About this exercise:
Filter the entries for the word "position". Copy each line in which it occurs.

Collected data:

=== Begin Enclosure ===

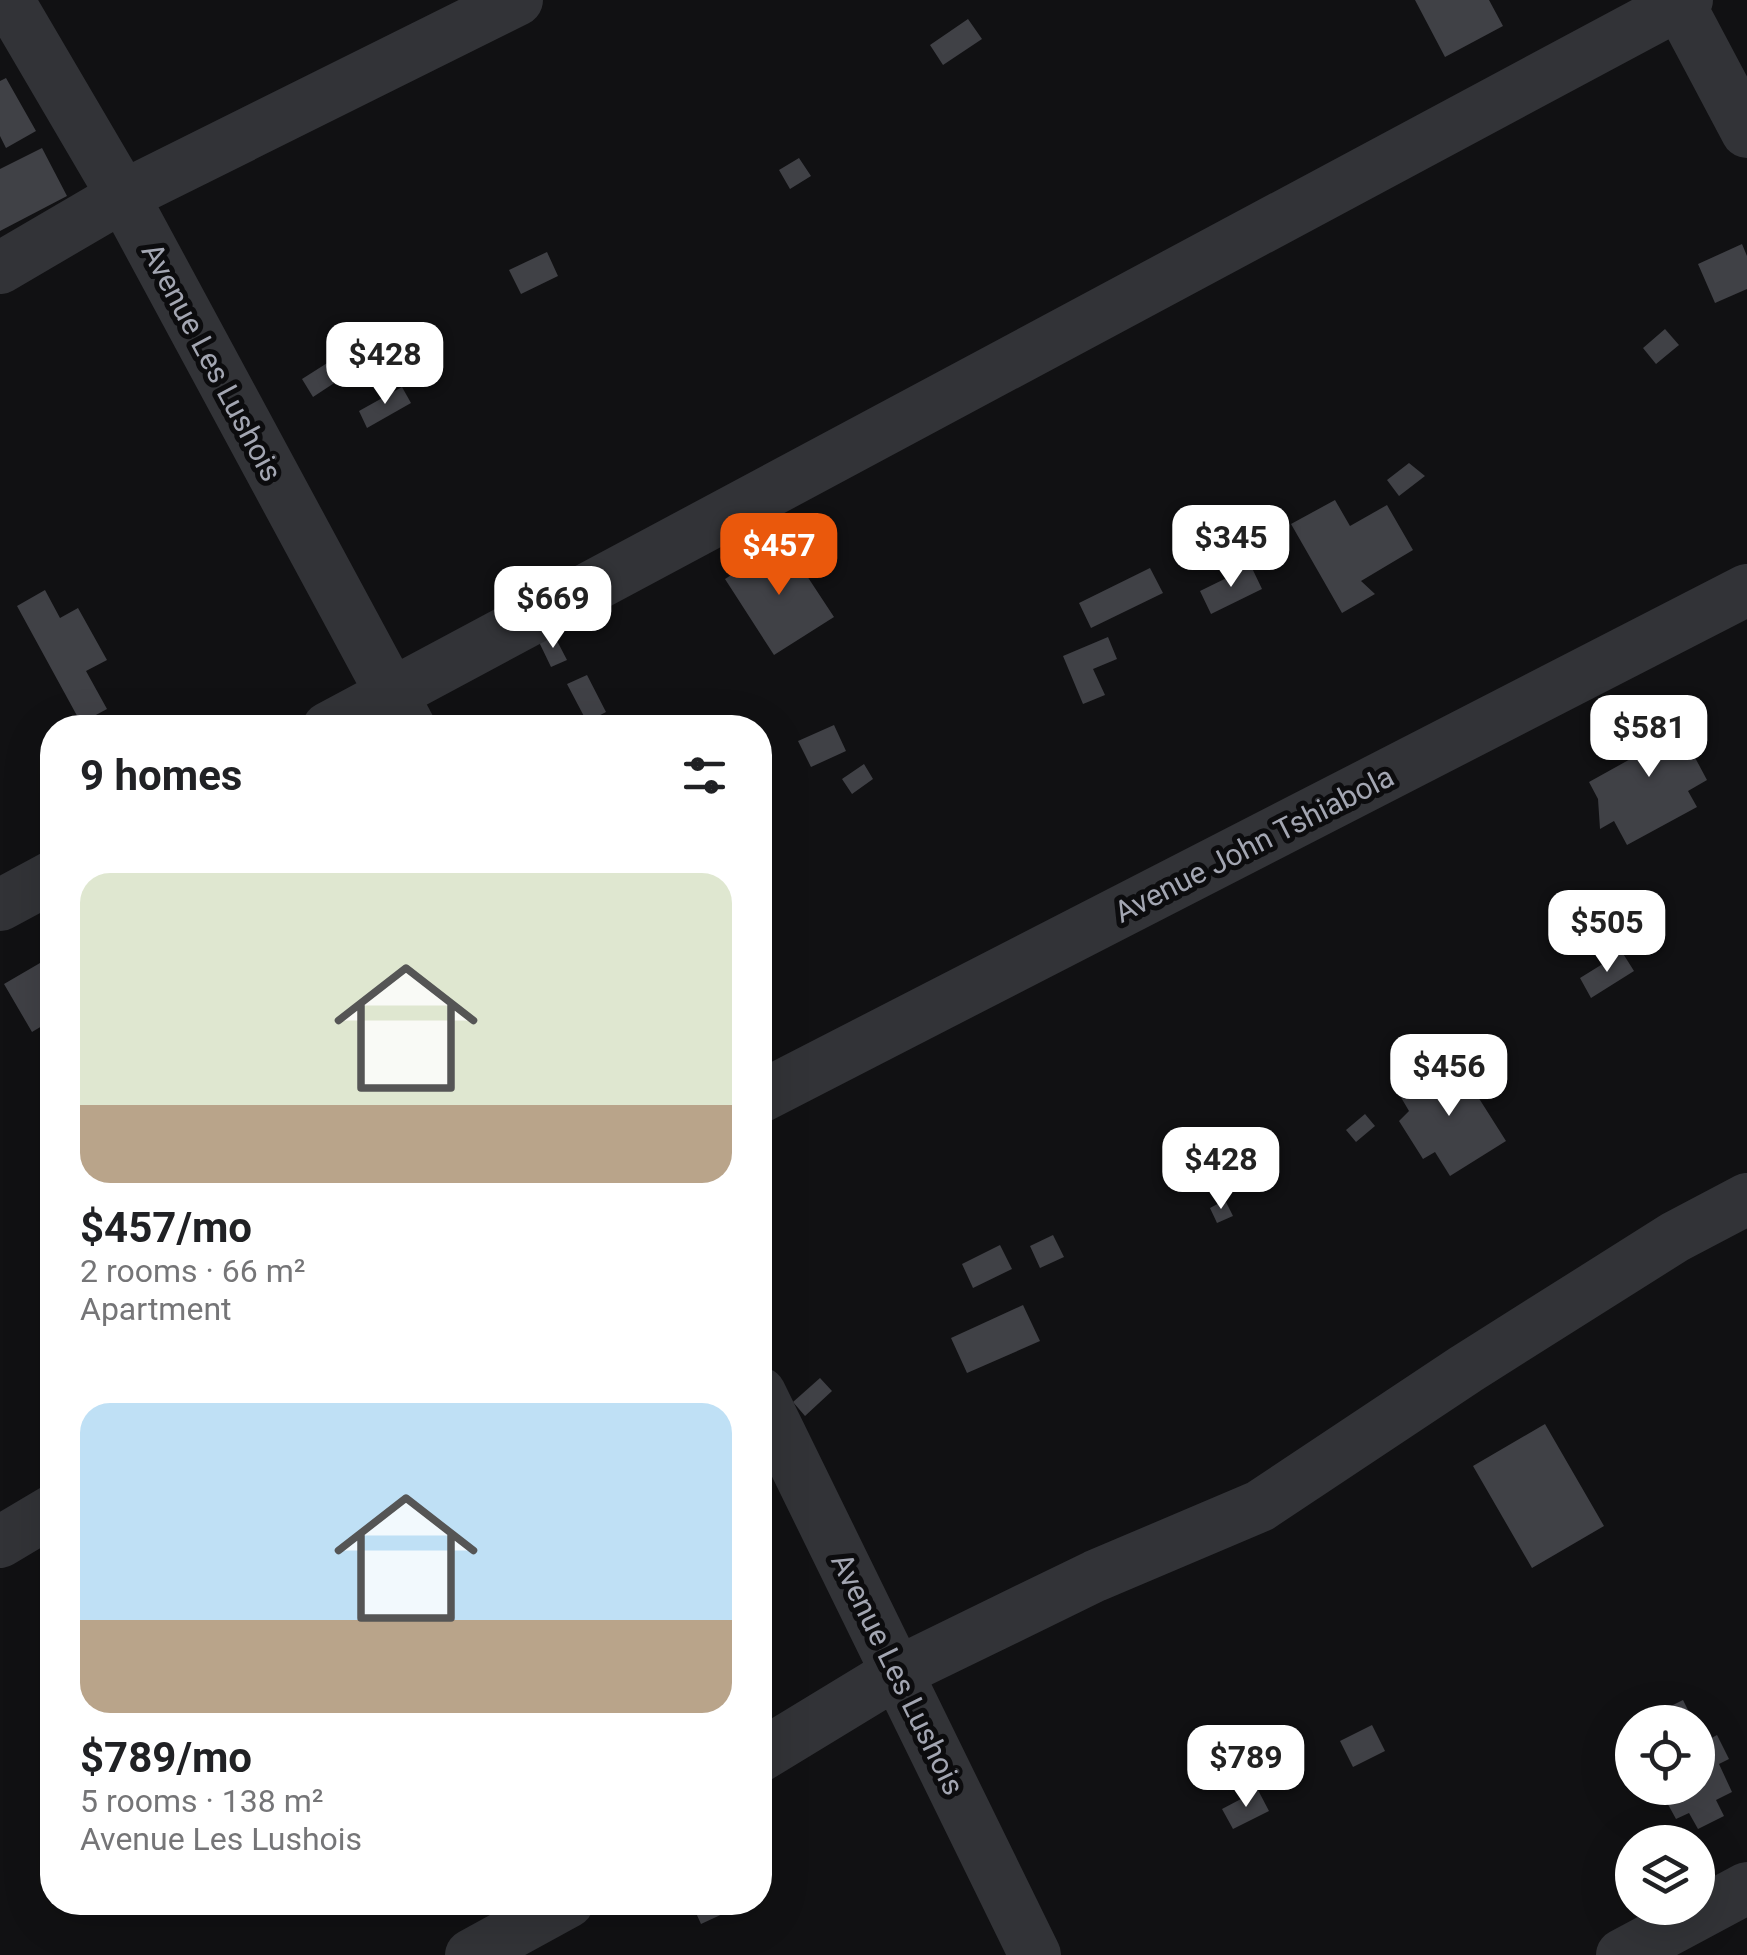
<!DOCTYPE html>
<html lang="en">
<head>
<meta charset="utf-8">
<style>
	:root { --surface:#fff; --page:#f6f6f6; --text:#202124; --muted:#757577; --accent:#ea580c }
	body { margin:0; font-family:Roboto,sans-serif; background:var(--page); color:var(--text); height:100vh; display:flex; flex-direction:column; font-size:38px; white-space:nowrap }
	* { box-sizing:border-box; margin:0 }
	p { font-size:32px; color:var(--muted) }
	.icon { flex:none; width:55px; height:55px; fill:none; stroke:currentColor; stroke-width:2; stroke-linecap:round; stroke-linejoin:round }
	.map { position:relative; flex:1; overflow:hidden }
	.panel { position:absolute; left:40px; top:715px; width:732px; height:1200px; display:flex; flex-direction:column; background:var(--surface); border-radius:40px; box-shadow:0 10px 40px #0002 }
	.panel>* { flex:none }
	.controls { position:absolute; left:1615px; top:1705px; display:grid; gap:20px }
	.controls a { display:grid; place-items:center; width:100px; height:100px; border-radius:50%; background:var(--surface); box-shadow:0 10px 40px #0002; font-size:50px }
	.price { position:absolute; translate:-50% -85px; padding:0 22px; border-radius:20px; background:#fff; color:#222; font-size:32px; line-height:65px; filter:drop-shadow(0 2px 5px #0008) }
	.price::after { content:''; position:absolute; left:50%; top:60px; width:30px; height:22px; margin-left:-15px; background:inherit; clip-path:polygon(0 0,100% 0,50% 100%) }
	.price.current { background:var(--accent); color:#fff }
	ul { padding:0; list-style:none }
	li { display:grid; align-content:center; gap:20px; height:530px; padding:0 40px }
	li span { display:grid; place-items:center; height:310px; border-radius:30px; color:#555 }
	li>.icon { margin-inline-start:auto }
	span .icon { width:180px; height:180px; fill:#fffc; stroke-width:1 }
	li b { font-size:42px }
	h2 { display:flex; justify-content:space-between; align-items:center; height:120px; padding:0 40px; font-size:42px }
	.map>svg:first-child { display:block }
</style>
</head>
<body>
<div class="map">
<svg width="1747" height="1955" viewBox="0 0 1747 1955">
	<rect width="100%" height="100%" fill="#111113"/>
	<!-- building -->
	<path fill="#404146" d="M1415,0H1489L1503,26L1445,57Z
		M968,19L982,39L943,65L930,45Z
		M6,78L36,131L6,148L0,136V81Z
		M42,148L67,196L0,231V169Z
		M799,158L811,176L790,189L779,170Z
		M1742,244L1747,256V289L1715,303L1698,264Z
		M547,252L558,276L521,294L509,270Z
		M1665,329L1679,345L1656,364L1643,348Z
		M343,353L354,370L313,397L302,379Z
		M402,387L411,403L367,428L359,411Z
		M1409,463L1425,476L1399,496L1387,480Z
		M1335,500L1350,526L1387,505L1413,550L1361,581L1375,594L1342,613L1291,524Z
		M1244,521L1256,542L1226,560L1214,538Z
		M784,541L834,617L774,655L725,579Z
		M1251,566L1262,589L1211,614L1200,591Z
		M1150,568L1163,593L1091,628L1079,603Z
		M45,590L60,618L78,608L107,660L86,671L107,709L81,723L17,606Z
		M554,635L567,660L551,667L539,642Z
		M1108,637L1117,659L1093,669L1105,695L1083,704L1063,656Z
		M587,675L606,712L587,722L567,684Z
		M1669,709L1707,780L1688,791L1697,807L1627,845L1614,821L1600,829L1598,799L1589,782L1634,757L1622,735Z
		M834,725L846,751L811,767L798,741Z
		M864,764L873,779L852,794L842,779Z
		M1622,952L1634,971L1591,998L1580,978Z
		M52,956V1020L32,1032L4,984Z
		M1454,1059L1506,1141L1450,1176L1435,1152L1423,1159L1399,1121L1409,1111L1399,1094Z
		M1365,1114L1375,1126L1356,1142L1346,1130Z
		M1225,1200L1233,1216L1217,1223L1210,1208Z
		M1053,1235L1064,1257L1040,1268L1030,1246Z
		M1000,1245L1012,1269L973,1288L962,1264Z
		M1023,1305L1040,1341L967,1373L951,1338Z
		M820,1378L832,1391L805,1416L793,1402Z
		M1545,1424L1604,1526L1532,1568L1473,1466Z
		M1683,1700L1694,1722H1639Z
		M1372,1725L1385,1751L1353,1767L1340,1741Z
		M1698,1728L1704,1742L1717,1735L1729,1759L1719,1764L1732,1792L1716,1800L1724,1816L1698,1829L1689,1813L1676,1819L1659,1788H1698Z
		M1258,1790L1269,1811L1233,1829L1222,1809Z
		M691,1902H741L742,1905L701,1924Z"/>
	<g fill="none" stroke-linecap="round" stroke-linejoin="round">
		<!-- minor -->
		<path stroke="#323337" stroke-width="52" d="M8,0L123,196L410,728
			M1677,0L1747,132
			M0,268L123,196L517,0
			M328,728L1687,0
			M0,905L52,877
			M760,1097L1747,590
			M760,1393L1035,1955
			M0,1542L52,1511
			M760,1756L898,1672L1095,1576L1260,1506L1466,1369L1675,1237L1747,1199
			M471,1955L568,1902
			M1622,1955L1747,1888"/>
	</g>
	<g text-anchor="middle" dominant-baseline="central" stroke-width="10" stroke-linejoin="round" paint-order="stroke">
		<!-- street labels -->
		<g font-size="30" fill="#a3a6b2" stroke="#0c0c0e">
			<text transform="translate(212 362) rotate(62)">Avenue Les Lushois</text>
			<text transform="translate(1254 844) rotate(-27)">Avenue John Tshiabola</text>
			<text transform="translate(898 1674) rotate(64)">Avenue Les Lushois</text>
		</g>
	</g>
</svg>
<div class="controls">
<a><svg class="icon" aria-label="locate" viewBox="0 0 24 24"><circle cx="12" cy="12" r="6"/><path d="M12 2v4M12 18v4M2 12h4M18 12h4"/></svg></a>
<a><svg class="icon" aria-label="layers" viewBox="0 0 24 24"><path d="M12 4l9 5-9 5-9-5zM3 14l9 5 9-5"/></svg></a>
</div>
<b class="price" style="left:385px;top:407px">$428</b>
<b class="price" style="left:1231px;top:590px">$345</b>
<b class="price current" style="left:779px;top:598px">$457</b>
<b class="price" style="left:553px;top:651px">$669</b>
<b class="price" style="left:1649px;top:780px">$581</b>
<b class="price" style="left:1607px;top:975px">$505</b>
<b class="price" style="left:1449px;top:1119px">$456</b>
<b class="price" style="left:1221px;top:1212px">$428</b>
<b class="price" style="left:1246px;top:1810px">$789</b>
<section class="panel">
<h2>9 homes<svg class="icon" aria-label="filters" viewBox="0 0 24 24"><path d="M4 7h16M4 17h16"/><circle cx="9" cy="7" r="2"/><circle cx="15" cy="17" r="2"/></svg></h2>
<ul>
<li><span style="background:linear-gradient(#dfe7d0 75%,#b9a48a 0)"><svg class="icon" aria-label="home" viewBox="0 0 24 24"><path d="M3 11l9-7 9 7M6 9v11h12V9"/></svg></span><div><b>$457/mo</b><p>2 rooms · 66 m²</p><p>Apartment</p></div></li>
<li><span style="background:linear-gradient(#bfe0f5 70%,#b9a48a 0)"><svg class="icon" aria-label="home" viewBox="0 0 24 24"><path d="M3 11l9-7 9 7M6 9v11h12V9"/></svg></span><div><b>$789/mo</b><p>5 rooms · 138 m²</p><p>Avenue Les Lushois</p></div></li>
</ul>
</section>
</div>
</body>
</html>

=== End Enclosure ===

Answer space:
	.map { position:relative; flex:1; overflow:hidden }
	.panel { position:absolute; left:40px; top:715px; width:732px; height:1200px; display:flex; flex-direction:column; background:var(--surface); border-radius:40px; box-shadow:0 10px 40px #0002 }
	.controls { position:absolute; left:1615px; top:1705px; display:grid; gap:20px }
	.price { position:absolute; translate:-50% -85px; padding:0 22px; border-radius:20px; background:#fff; color:#222; font-size:32px; line-height:65px; filter:drop-shadow(0 2px 5px #0008) }
	.price::after { content:''; position:absolute; left:50%; top:60px; width:30px; height:22px; margin-left:-15px; background:inherit; clip-path:polygon(0 0,100% 0,50% 100%) }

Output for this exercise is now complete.